Facts of the Case
- The
respondent/assessee, Sahara Airlines Ltd., entered into commercial
arrangements with two international non-resident companies: M/s. Amadeus
Marketing (a Spanish company) and M/s. Galileo International (an American
company).
- Under
these arrangements, the assessee utilized specialised software supplied by
these two companies to facilitate the reservation of airline tickets and
made corresponding operational payments to them for utilizing the
software.
- The
Assessing Officer (AO) formed the view that the payments made by Sahara
Airlines Ltd. to these foreign entities were in the nature of
"royalty".
- Consequently,
the AO held that tax deduction at source (TDS) under Section 195(2) of the
Income Tax Act, 1961 was mandatory. He determined that tax was chargeable
at the rate of 25% under Article 13(2)(ii) of the India-Spain DTAA for
M/s. Amadeus Marketing, and at the rate of 15% under the India-USA DTAA
for M/s. Galileo International.
Issues Involved
- Whether
the payments made by the domestic airline operator to non-resident
entities for using global ticket reservation software constitute
"Royalty" or "Business Income" under the Income Tax
Act, 1961 read with the respective Double Taxation Avoidance Agreements
(DTAA).
- Whether
the assessee was liable to deduct tax at source (TDS) under Section 195(2)
of the Act on such software subscription and processing payments made
abroad.
Petitioner’s (Revenue's) Arguments
- The
Revenue contended that the payments made to M/s. Amadeus Marketing and
M/s. Galileo International were directly linked to the usage of
intellectual software infrastructure and thus fell squarely under the
definition of "Royalty".
- The
Petitioner supported the Assessing Officer's stance that the foreign
companies provided a technical platform yielding royalty income, thereby
attracting mandatory withholding tax obligations under Section 195(2) of
the Act at the prescribed DTAA rates (25% and 15% respectively).
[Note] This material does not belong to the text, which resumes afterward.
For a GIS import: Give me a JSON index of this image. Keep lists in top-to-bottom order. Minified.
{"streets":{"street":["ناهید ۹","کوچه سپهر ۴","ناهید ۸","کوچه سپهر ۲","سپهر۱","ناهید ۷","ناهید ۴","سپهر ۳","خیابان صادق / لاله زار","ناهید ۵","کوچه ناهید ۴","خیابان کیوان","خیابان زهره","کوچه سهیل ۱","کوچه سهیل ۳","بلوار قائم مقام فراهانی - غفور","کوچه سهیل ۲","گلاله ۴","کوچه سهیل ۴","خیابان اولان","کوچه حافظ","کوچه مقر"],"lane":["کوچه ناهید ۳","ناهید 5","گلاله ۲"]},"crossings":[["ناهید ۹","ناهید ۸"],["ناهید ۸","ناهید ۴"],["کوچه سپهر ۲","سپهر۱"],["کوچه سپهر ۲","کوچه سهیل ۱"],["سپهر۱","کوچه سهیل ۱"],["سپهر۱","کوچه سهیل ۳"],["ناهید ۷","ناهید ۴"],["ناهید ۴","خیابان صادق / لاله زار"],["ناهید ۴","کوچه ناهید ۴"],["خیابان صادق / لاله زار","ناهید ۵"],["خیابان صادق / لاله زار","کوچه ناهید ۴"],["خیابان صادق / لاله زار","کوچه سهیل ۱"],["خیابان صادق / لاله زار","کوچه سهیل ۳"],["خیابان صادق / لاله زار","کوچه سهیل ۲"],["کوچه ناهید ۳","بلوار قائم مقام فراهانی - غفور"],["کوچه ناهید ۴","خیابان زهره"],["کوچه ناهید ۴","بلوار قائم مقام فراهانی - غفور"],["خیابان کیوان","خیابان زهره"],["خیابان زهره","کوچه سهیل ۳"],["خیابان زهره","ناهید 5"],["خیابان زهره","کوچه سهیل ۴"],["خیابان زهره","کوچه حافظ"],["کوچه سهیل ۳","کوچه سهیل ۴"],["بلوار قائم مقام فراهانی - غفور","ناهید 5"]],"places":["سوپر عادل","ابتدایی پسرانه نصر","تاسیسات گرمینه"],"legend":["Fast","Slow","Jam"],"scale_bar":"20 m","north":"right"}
Respondent’s (Assessee's) Arguments
- The
assessee argued that the underlying services by both non-resident
providers were executed entirely outside India.
- It
was further contended that because these foreign companies conducted no
business operations within the taxable territories of India, the business
income accrued and arose completely outside India.
- Therefore,
the payments did not trigger any taxable income stream in India, removing
any obligation on the part of the assessee to deduct TDS under Section
195.
Court Order / Findings
- The
High Court noted that the Commissioner of Income Tax (Appeals) had arrived
at an opinion that the payments made were not in the nature of royalty,
but rather constituted "business income" in the hands of the two
foreign companies.
- The
Income Tax Appellate Tribunal (ITAT) subsequently accepted the plea of the
assessee and concluded that no TDS was deductible on these transactions.
- The
Hon’ble High Court of Delhi affirmed that these conclusions reached by the
ITAT were purely findings of facts.
- Finding
that no substantial question of law arose for its consideration, the High
Court dismissed all the companion appeals preferred by the Revenue.
Important Clarification
- The
ruling clarifies that payments made by an airline operator to non-resident
global distribution database and reservation systems providers represent
standard business profits/income of those foreign enterprises rather than
royalty payments for software usage, provided there is no operational
presence or permanent establishment of those entities inside India to
anchor the accrual of such income domestically.
Section Involved
- Section
195(2) of the Income Tax Act, 1961
- Article
13(2)(ii) of the Double Taxation Avoidance Agreement
(DTAA) between India and Spain
- Double Taxation Avoidance Agreement (DTAA) between India and United States of America (USA)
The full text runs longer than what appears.